● SUPPLIED RECORDS:
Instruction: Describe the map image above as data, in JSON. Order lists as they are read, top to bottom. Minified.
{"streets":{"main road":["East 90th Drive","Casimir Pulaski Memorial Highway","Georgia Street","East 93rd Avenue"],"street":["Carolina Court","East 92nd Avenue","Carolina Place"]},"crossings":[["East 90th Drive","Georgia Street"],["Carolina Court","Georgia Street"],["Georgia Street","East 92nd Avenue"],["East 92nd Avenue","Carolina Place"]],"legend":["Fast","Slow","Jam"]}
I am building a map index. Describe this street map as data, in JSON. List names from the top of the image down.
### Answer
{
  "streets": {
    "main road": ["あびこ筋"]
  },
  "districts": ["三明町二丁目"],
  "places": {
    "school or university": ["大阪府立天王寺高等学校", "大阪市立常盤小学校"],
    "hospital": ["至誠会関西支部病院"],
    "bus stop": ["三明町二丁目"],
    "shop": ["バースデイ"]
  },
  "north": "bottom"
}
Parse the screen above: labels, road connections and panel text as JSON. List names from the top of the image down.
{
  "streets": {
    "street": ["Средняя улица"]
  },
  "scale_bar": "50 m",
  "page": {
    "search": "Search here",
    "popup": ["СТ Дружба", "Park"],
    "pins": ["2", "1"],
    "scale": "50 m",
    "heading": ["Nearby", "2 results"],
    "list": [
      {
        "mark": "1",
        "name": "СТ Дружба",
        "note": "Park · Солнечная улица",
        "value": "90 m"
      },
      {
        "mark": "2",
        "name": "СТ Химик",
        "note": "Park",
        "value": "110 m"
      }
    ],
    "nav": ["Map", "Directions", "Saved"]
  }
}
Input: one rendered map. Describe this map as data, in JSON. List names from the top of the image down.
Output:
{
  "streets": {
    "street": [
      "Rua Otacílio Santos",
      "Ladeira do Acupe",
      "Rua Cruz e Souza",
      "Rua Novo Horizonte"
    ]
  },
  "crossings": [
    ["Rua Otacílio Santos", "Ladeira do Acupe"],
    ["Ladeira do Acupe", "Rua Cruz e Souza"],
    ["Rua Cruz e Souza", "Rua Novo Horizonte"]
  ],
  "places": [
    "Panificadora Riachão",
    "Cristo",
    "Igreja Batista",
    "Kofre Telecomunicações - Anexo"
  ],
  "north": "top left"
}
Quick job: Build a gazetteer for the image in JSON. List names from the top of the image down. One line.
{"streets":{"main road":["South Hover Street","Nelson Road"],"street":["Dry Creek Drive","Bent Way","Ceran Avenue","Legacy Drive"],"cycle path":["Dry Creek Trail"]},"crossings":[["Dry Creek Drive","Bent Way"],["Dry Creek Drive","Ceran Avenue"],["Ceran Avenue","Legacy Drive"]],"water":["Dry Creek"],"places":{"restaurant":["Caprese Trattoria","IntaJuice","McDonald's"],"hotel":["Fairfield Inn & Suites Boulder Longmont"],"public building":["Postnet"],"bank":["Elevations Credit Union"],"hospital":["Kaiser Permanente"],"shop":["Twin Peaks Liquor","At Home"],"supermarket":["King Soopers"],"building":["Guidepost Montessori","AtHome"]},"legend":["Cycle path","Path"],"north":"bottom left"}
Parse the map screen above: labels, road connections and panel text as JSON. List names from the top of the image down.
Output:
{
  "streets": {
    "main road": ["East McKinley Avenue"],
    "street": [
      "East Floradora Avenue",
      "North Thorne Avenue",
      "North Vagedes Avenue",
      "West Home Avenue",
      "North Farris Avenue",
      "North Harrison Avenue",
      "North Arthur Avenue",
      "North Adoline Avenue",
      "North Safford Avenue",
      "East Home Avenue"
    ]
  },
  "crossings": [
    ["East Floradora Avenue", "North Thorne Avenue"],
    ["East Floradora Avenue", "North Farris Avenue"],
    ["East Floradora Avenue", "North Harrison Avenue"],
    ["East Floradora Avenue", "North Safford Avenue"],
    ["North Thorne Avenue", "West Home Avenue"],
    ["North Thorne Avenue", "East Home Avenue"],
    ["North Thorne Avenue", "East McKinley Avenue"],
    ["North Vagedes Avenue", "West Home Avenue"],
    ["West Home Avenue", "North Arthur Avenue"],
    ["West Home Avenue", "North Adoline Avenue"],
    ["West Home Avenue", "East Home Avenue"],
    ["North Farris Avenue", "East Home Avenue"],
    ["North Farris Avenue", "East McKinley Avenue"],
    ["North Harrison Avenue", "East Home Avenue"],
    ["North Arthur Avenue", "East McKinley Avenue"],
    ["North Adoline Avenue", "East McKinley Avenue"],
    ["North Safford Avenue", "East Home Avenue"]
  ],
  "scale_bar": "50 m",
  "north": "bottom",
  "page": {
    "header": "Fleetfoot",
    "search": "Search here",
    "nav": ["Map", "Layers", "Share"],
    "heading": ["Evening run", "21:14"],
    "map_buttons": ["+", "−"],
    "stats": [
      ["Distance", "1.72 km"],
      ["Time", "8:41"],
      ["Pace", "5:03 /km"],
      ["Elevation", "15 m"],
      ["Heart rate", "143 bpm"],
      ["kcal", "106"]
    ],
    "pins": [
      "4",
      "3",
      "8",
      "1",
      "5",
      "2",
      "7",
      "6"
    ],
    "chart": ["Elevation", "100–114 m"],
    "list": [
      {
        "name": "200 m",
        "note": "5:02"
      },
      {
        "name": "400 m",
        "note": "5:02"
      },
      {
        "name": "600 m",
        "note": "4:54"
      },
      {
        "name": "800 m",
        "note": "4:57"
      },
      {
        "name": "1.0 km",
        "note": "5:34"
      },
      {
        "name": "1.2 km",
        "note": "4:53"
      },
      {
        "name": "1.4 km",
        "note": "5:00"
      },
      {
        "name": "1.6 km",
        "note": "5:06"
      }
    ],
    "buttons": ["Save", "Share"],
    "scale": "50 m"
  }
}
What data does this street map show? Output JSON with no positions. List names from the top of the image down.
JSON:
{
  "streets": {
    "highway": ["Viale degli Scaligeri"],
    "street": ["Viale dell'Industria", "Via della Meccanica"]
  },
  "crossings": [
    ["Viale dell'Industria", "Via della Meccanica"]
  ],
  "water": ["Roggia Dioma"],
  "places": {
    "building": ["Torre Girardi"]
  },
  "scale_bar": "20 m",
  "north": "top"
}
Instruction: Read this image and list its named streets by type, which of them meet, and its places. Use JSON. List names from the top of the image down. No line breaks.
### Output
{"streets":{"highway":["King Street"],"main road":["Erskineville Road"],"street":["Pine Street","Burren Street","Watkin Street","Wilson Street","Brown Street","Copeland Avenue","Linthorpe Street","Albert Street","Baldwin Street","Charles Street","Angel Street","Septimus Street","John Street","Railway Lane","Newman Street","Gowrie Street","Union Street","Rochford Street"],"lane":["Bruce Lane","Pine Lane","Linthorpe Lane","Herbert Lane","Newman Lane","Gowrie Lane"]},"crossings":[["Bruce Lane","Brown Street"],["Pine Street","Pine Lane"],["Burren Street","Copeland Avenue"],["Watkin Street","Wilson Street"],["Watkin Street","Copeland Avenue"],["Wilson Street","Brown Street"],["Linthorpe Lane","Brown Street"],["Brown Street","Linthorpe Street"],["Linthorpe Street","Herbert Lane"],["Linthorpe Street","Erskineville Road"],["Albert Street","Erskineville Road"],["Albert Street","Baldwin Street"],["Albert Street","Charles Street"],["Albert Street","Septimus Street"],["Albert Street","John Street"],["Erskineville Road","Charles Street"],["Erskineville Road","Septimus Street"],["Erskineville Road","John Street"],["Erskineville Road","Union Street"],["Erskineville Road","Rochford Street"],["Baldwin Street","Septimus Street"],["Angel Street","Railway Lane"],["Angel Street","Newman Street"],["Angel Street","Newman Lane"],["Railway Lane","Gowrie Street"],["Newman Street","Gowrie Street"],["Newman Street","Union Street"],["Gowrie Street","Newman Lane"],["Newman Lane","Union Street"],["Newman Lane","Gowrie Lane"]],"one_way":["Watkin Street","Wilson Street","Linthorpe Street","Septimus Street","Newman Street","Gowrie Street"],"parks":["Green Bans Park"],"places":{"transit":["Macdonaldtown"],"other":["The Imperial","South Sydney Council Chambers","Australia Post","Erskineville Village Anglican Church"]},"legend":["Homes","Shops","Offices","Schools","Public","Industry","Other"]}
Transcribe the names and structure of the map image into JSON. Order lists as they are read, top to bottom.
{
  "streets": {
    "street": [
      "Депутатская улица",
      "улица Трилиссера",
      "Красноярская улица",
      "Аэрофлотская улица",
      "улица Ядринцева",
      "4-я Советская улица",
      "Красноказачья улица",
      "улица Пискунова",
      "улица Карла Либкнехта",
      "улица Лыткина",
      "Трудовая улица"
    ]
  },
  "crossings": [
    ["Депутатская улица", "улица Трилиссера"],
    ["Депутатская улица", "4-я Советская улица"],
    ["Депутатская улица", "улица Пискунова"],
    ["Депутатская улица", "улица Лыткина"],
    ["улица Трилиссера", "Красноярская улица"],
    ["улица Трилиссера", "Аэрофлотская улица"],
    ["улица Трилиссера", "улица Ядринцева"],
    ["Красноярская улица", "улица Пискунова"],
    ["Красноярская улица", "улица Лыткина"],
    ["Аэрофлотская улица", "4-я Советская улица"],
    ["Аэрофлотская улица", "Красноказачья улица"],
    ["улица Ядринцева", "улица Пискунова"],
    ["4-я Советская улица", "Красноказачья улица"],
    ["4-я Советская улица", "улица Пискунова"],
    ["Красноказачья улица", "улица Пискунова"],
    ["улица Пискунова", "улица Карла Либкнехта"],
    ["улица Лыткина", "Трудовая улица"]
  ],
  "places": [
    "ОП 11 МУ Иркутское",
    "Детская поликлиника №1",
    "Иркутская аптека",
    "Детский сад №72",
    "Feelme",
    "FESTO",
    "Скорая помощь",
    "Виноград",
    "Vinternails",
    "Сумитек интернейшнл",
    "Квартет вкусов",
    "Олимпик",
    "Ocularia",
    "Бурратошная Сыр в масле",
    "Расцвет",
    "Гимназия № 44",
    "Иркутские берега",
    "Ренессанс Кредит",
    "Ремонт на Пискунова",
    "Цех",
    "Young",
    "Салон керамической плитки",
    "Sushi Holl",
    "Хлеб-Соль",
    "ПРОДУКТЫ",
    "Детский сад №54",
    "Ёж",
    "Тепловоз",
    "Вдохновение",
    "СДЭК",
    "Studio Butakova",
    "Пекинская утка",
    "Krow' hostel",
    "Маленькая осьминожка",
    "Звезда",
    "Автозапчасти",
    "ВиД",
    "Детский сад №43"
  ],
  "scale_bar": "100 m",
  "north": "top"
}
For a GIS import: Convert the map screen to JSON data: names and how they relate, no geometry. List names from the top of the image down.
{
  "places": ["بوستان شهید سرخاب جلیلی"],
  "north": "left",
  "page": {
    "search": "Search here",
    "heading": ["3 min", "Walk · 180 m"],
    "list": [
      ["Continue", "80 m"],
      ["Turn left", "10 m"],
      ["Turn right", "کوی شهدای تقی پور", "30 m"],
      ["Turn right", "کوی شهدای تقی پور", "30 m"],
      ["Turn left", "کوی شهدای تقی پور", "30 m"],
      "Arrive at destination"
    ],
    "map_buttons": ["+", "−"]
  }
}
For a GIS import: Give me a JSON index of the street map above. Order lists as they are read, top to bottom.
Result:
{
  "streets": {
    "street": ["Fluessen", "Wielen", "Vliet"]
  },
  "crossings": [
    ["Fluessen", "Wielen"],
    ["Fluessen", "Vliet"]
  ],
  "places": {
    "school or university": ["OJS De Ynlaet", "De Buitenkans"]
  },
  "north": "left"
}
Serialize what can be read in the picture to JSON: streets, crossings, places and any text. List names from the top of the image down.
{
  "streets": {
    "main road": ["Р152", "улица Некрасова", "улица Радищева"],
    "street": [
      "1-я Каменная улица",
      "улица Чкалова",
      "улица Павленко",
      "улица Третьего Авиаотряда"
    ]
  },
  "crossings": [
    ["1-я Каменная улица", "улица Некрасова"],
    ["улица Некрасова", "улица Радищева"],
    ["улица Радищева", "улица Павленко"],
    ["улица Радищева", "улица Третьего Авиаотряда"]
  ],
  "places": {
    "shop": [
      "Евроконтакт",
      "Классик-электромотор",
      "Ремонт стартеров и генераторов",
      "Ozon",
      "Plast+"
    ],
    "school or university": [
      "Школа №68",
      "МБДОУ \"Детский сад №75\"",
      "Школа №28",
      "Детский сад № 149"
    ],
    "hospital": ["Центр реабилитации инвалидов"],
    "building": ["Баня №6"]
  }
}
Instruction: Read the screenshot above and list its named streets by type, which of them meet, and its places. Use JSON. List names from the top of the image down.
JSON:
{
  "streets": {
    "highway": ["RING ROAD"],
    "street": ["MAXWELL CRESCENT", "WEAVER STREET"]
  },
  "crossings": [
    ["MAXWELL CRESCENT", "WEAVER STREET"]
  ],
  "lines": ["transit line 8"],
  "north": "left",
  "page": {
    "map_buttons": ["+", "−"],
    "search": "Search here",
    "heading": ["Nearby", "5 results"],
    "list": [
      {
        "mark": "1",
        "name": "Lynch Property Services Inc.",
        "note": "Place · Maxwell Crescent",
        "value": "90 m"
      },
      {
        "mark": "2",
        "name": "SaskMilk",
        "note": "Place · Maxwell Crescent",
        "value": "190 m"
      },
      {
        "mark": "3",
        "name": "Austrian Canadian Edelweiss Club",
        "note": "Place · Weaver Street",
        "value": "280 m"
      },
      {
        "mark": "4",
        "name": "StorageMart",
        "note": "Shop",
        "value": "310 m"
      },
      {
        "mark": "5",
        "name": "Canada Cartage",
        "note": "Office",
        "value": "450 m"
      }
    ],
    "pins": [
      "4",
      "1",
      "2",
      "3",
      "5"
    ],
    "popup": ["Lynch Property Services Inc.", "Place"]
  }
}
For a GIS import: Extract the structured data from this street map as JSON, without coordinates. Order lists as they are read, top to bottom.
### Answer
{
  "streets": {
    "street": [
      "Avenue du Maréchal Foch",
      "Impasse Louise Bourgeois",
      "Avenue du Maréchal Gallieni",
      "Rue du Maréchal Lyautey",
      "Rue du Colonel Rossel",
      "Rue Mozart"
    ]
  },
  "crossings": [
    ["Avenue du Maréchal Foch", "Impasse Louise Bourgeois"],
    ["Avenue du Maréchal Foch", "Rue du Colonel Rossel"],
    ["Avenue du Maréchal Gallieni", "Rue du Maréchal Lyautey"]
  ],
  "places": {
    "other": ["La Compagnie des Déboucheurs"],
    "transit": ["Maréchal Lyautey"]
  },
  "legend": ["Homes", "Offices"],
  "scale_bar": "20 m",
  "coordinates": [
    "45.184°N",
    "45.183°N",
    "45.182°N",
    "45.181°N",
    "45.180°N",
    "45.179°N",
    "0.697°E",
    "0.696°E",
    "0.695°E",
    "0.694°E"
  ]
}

● EXERCISE REQUIREMENTS:
Determine how many lines in the listing above hold the word "Output", answering with the number only.

● SOLUTION TO THE EXERCISE:
4